The skeleton crew on Mayflower were less fortunate. Even through the thick skin of the spaceship, they had received more radiation than the human body was meant to experience in a lifetime.

And Tortee was weeping hysterically in her room. She refused to see Viktor at all. She let Mirian in for only a moment, and when he came out he was looking very grave.

“It’s over,” Mirian told Viktor mournfully. “If we don’t have Ark we don’t have a working drive. We can’t build a rocket ship big enough to attack the planet.”

“No, of course not,” Viktor agreed, dazed, wishing Reesa were there. “What happened?”

“Aw, who knows?” Mirian said despondently. “Tortee thinks it was the Peeps. She thinks they were so set on getting microwave power that they started fooling around with the drive—to keep us from using it again, you know?

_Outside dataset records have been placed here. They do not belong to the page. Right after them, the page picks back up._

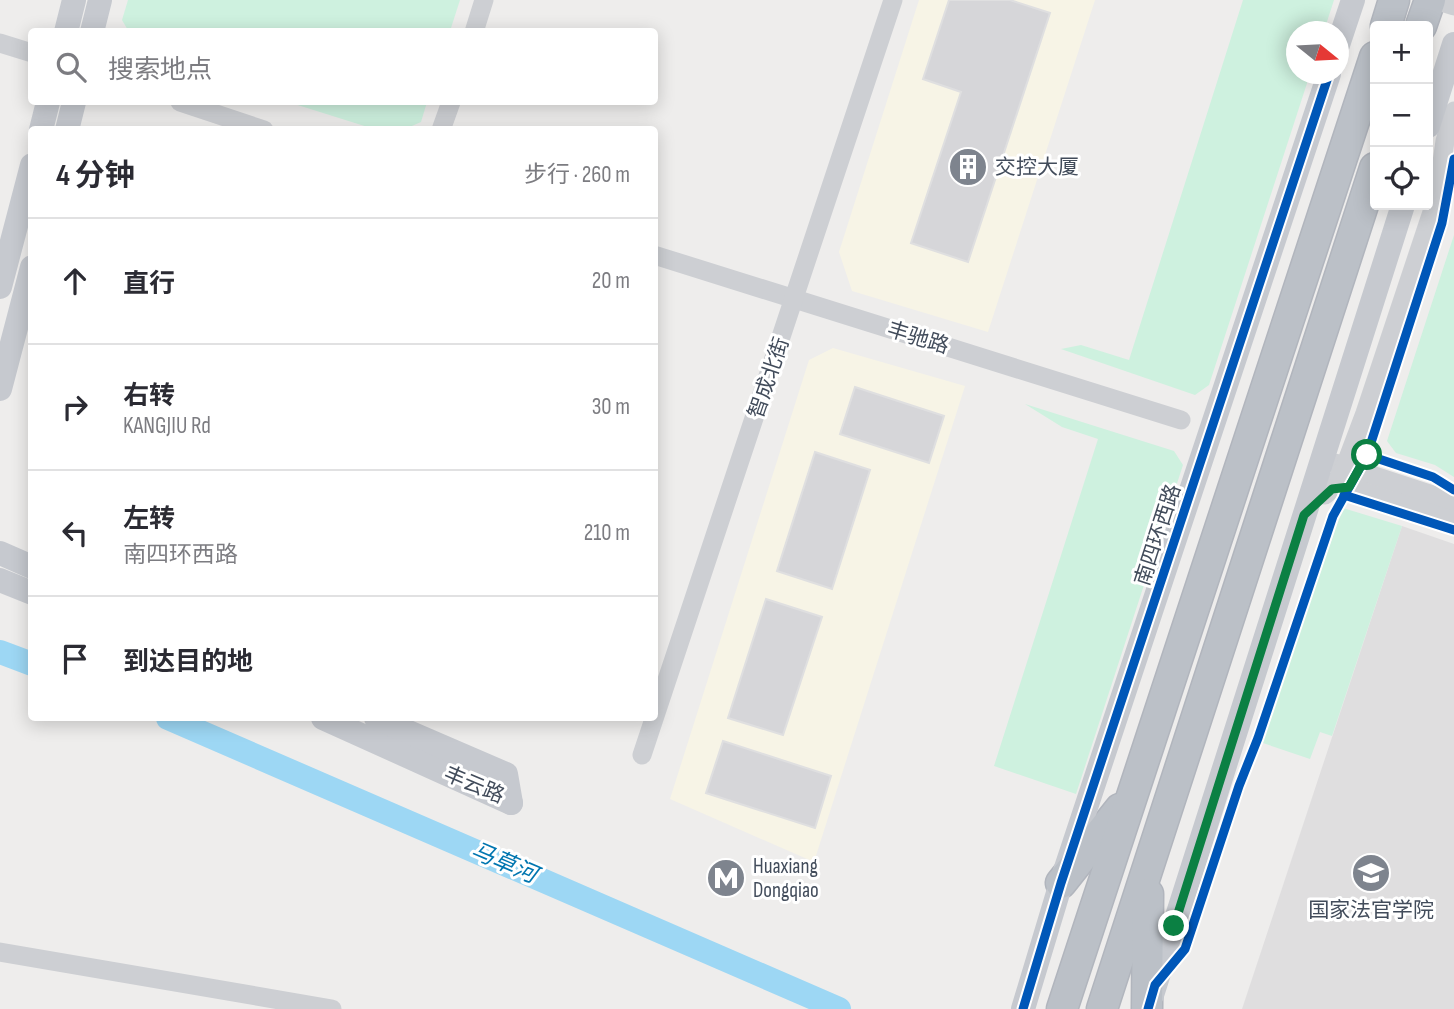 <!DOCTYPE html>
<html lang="zh">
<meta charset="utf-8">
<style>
body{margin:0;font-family:"Sofia Sans Condensed","Noto Sans SC",sans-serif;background:#f7f7f7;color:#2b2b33}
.controls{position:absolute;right:21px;top:21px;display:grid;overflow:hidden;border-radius:7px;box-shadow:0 4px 18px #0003}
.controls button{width:63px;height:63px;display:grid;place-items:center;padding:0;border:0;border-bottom:2px solid #e1e1e2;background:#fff;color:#2b2b33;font:35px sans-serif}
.compass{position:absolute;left:1286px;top:21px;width:63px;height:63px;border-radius:50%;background:#fff;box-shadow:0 4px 18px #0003;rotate:108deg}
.stop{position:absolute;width:21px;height:21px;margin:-16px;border:5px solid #0b8043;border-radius:50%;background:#fff}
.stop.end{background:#0b8043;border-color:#fff;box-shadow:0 2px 7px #0008}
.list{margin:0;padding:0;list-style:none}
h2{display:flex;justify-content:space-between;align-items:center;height:91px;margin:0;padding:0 28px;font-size:30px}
h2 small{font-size:23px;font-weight:400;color:#7c7c81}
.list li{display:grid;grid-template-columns:46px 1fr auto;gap:21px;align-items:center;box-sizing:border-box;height:126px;padding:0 28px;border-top:2px solid #e1e1e2}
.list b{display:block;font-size:26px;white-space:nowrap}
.list p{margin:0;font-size:23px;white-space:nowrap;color:#7c7c81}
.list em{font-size:23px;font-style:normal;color:#7c7c81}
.icon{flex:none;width:38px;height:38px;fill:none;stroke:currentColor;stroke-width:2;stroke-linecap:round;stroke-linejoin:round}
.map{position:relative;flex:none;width:1454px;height:1009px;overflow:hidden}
.search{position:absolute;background:#fff;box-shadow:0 4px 18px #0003;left:28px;top:28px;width:630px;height:77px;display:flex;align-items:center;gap:18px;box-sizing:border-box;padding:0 24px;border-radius:7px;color:#7c7c81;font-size:26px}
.panel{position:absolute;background:#fff;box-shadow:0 4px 18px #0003;left:28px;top:126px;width:630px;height:595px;border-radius:7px}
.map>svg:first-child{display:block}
.commercial{fill:#f7f4e6}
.education{fill:#dfdedf}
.green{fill:#cef1df}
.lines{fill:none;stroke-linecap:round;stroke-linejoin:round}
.river{stroke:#9dd7f4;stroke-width:24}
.building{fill:#d6d6d9;stroke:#dfdfe0;stroke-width:2}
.highway-casing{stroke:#b1b5bd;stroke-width:33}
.minor{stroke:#cdcfd3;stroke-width:19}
.major{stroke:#c6c9cf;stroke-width:24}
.highway{stroke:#bbc0c7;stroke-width:30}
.cycleway-casing{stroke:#fff;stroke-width:13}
.cycleway{stroke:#0057b8;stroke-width:9}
.route{stroke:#0b8043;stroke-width:9}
.labels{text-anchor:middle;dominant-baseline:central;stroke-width:6;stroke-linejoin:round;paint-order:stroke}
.poi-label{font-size:21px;fill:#424c5b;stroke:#fff;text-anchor:start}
.street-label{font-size:21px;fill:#424c5b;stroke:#fff}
.water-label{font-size:23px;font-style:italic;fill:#0076b0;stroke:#fff}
</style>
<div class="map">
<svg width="1454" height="1009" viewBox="0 0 1454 1009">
<rect width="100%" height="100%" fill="#eeedec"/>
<g class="commercial">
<path d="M919,0h176l-107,332 -136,-41 -13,-39z"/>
<path d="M833,348l132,38 -151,476 -144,-63 139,-439z"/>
</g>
<path class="education" d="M1402,526l52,18v465h-212z"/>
<g class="green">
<path d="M128,0h332l-10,31 -321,1 -7,-12z"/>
<path d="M1243,0h91l-10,31 -28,1v42h14l-101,311 -14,10 -134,-46 20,-4 48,15z"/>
<path d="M288,102h139l-6,20 -16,7h-31z"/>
<path d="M1454,235v242l-19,-12 -39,-12 -9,-12z"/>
<path d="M1025,404l149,47 9,14 -107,329 -82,-28 104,-327 -36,-12z"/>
<path d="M1343,508l59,18 -70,210 -12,-4 -10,27 -50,-17z"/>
</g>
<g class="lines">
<g class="river">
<path d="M0,652l32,12"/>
<path d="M168,718l671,291"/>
</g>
</g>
<g class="building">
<path d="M949,0h61l40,13 -82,249 -57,-19 50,-151 -38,-13z"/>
<path d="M855,387l89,29 -15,47 -89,-29z"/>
<path d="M815,452l55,18 -38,119 -55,-18z"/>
<path d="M766,599l56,18 -39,118 -55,-17z"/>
<path d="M723,741l108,35 -16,52 -109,-35z"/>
</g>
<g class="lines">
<defs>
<g id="highway">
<path d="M1386,26l8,-26"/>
<path d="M1421,26l9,-26"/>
<path d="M1061,883l59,-74"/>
<path d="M1062,1009l313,-952"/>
<path d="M1102,1009l273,-841"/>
<path d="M1147,1009l1,-115"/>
</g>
</defs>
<use href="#highway" class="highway-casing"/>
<g class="minor">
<path d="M1435,0l19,6"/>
<path d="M474,32l10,-32"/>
<path d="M0,43l32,10"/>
<path d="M180,102l84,28"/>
<path d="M441,130l10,-28"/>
<path d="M654,255l527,165"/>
<path d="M1335,463l119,39"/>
<path d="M1332,489l13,-23 20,-53 72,-216 8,-56 9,-30"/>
<path d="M1325,495l7,-6 17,-2 105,34"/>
<path d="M642,755l251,-755"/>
<path d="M0,952l332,57"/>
</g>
<g class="major">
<path d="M66,32l8,-32"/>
<path d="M92,32l8,-32"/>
<path d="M1338,45l15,-45"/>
<path d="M1428,126l26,-82"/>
<path d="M41,130l7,-28"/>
<path d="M67,130l7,-28"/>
<path d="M0,287l32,-122"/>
<path d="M0,389l32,-122"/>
<path d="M0,553l32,14"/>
<path d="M0,580l32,13"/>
<path d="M323,718l188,85"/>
<path d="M376,718l130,56 5,29"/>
<path d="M1152,995l251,-790"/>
<path d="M1023,1009l38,-126 268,-809"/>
</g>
<use href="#highway" class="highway"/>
<defs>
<g id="cycleway">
<path d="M1367,455l66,22 21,13"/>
<path d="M1344,495l110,35"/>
<path d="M1023,1009l38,-126 268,-809"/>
<path d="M1148,1009l7,-24 30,-36 54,-163 19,-48 75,-222 34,-61 75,-232 12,-64"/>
</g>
</defs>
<use href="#cycleway" class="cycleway-casing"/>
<use href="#cycleway" class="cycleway"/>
</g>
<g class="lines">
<path class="route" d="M1174,926l130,-411 28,-26 17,-2 18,-32"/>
</g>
<defs>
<symbol id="building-disc" viewBox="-11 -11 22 22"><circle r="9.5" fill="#7e848e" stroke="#fff"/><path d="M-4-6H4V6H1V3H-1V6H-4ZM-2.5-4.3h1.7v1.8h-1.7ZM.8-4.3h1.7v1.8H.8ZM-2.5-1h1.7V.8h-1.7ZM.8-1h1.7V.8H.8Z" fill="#fff"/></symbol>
<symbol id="university-disc" viewBox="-11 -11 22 22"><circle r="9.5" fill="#7e848e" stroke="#fff"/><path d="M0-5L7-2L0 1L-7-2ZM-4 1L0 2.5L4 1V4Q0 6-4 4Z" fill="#fff"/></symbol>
<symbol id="metro-disc" viewBox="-11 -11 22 22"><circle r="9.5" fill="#7e848e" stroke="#fff"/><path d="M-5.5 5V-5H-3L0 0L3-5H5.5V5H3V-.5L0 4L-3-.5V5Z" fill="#fff"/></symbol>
</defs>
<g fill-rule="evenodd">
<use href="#building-disc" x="946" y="145" width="44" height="44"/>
<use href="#university-disc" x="1349" y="851" width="44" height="44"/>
<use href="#metro-disc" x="704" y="856" width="44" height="44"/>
</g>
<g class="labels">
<g class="poi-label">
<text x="995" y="167">交控大厦</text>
<text x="753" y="866">Huaxiang<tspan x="753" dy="24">Dongqiao</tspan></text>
<text x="1371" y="910" text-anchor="middle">国家法官学院</text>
</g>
<g class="street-label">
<text transform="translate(918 338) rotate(17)">丰驰路</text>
<text transform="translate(769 378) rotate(-71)">智成北街</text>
<text transform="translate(1158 535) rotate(-72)">南四环西路</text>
<text transform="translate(474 785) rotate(23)">丰云路</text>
</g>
<g class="water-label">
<text transform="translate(504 863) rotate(23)">马草河</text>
</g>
</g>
</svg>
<div class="controls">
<button>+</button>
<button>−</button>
<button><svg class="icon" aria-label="locate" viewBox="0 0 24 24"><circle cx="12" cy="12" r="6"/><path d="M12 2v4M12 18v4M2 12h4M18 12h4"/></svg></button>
</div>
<svg class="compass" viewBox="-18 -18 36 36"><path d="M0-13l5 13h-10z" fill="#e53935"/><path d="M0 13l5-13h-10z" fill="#7c7c81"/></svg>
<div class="stop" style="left:1367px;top:455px"></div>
<div class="stop end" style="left:1174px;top:926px"></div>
<div class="search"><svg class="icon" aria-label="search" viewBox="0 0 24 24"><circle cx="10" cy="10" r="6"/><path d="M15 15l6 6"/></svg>搜索地点</div>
<section class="panel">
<h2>4 分钟<small>步行 · 260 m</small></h2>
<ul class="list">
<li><svg class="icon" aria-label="ahead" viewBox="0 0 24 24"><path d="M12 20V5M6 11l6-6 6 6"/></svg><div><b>直行</b></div><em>20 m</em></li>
<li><svg class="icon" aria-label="right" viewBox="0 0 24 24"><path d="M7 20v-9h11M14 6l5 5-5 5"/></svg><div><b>右转</b><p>KANGJIU Rd</p></div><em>30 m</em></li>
<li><svg class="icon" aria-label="left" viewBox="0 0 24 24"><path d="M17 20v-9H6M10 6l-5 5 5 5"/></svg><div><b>左转</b><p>南四环西路</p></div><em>210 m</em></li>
<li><svg class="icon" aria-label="arrive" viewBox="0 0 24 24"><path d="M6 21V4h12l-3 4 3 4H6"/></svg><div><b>到达目的地</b></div></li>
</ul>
</section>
</div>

And it just went off.” He stopped for a moment, gazing at Viktor with an ambiguous expression. Then he said, “I’ve been thinking, Viktor. You’ve had a pretty good run for your money.”

Viktor blinked, not seeing the connection. “I have?”

“I mean,” Mirian explained, “you were born on Earth. Good Freddy, Viktor, that makes you just about the oldest person in the world.”

“I guess it does,” Viktor said grudgingly. That was an interesting thought, but not the kind that reconciled you to anything.

“So when the council decides . . .” Mirian left it hanging there. Victor looked at him in puzzlement.

“What is there to decide? You said yourself, the project’s over.”

“I don’t mean the project, I mean about you, Viktor. Tortee won’t stand up for you anymore, not after this. Not after—well, you know,” he said awkwardly, “we’re always pressed for living space here.”

“What are you talking about?” Viktor demanded, losing patience. “Are you saying I have to go live with the Peeps or something, like Reesa?”

“Oh, no, not with the Peeps. And I suppose they might keep Reesa on. But you, Viktor—well,” he said fairly, “it’s not like death. We don’t kill people. That’s against the Commandments. And, who knows, somebody, sometime—there’s always the chance that someday someone will thaw you out of the freezer.”

CHAPTER 19

By the time Wan-To had worn out his hundredth star he began to get uneasy again. It wasn’t that he was fearing attack from his long-gone siblings, for that had not happened in many hundreds of billions of years. He certainly wasn’t worrying about the matter-creatures his long-forgotten Matter-Copy Number Five had reported. No, what was bothering Wan-To was that he couldn’t help noticing that his neighborhood was going downhill.

It was no longer a prime, desirable place to be. Most of the stars in this galaxy of his were aging, and everything was getting rather shabby.

Of course, with four hundred billion stars to choose from, he wasn’t really out of living space. There were even a few late-generation stars of his favorite kind, type G—like Earth’s long-gone sun, for Wan-To’s taste in stars was very like that of the human race, in many ways. When the one he was in was showing signs of bloat, since he definitely didn’t want to sit through the transformation to red giant again, he picked out the best of the available Gs and made the move.